* [Instructions to follow]: Lift out all lines below that contain "desert".

****

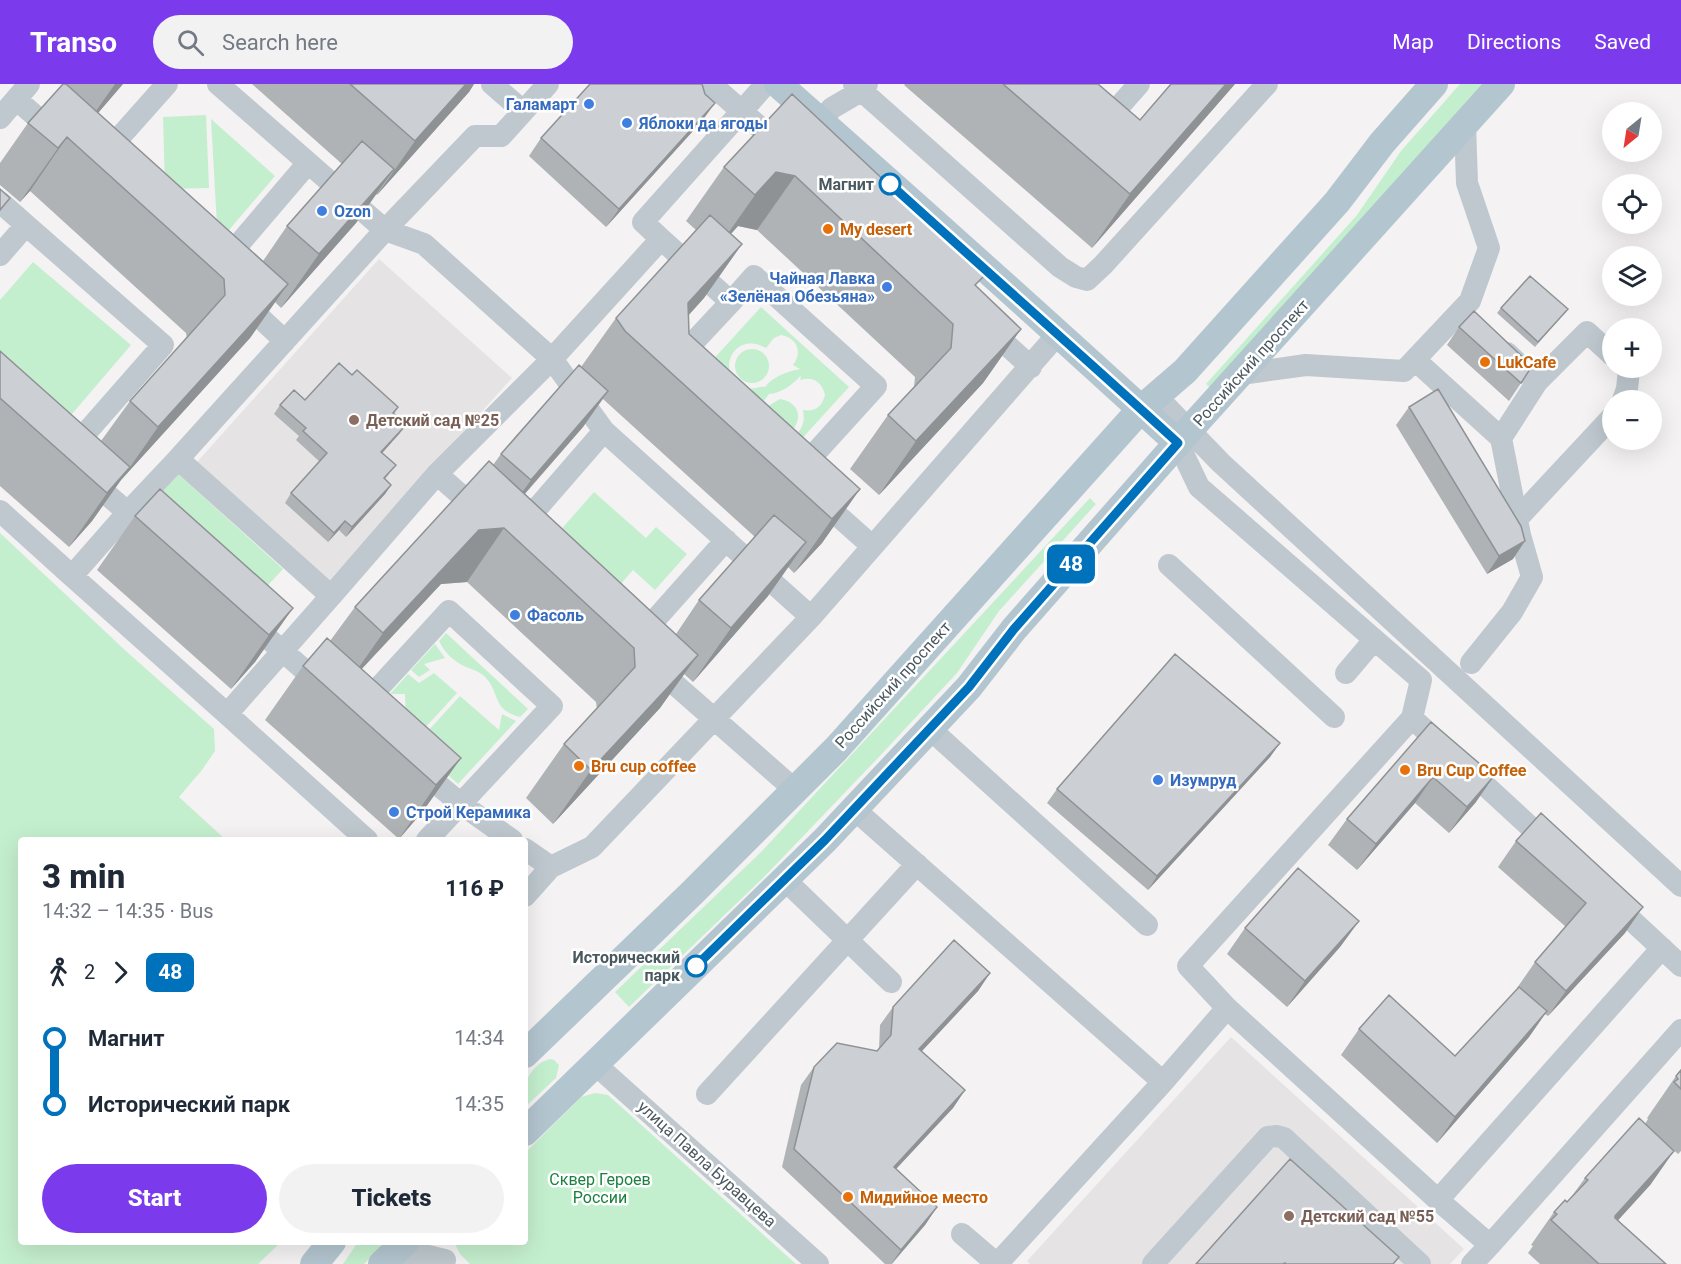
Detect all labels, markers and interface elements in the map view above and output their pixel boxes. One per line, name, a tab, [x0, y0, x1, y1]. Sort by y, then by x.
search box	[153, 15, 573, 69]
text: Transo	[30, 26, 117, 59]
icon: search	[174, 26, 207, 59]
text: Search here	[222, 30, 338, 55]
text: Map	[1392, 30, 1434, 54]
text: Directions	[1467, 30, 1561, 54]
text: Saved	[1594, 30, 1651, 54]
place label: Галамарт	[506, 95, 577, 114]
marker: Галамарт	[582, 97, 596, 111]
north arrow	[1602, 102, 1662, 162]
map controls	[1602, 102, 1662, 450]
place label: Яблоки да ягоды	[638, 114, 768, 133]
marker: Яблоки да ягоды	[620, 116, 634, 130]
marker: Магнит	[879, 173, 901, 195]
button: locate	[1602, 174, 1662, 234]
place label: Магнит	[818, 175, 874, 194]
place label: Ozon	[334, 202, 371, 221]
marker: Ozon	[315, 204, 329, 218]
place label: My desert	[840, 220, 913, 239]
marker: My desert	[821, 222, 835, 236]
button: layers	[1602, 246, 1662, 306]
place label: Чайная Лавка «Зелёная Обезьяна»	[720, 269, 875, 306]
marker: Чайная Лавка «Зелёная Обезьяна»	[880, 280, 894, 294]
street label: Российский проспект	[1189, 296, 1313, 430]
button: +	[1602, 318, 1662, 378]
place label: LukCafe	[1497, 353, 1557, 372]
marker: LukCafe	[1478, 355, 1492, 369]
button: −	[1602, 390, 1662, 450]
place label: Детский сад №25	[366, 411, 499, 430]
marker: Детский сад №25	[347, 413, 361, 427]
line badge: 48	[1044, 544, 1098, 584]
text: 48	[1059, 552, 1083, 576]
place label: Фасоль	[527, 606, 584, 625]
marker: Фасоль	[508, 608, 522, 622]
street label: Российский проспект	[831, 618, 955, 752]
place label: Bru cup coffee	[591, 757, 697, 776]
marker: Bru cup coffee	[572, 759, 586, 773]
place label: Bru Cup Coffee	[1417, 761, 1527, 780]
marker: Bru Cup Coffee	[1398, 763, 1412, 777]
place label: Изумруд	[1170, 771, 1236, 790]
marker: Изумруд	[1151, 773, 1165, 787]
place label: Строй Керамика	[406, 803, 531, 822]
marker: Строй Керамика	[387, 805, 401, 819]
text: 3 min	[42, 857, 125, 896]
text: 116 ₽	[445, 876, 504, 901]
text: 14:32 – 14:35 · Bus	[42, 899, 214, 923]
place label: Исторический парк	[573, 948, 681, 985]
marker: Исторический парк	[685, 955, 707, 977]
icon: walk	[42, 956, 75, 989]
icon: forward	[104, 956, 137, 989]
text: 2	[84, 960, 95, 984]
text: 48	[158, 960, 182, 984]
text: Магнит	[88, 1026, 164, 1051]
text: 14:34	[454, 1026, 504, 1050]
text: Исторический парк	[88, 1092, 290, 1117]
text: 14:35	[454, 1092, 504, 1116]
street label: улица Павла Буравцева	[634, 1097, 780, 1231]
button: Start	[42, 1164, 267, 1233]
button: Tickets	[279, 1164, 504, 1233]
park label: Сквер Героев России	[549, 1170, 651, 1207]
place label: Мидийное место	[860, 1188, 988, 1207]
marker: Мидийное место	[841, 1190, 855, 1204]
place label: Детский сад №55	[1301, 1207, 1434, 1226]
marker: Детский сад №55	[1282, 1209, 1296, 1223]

****

* [Solution for this task]:
place label: My desert	[840, 220, 913, 239]
marker: My desert	[821, 222, 835, 236]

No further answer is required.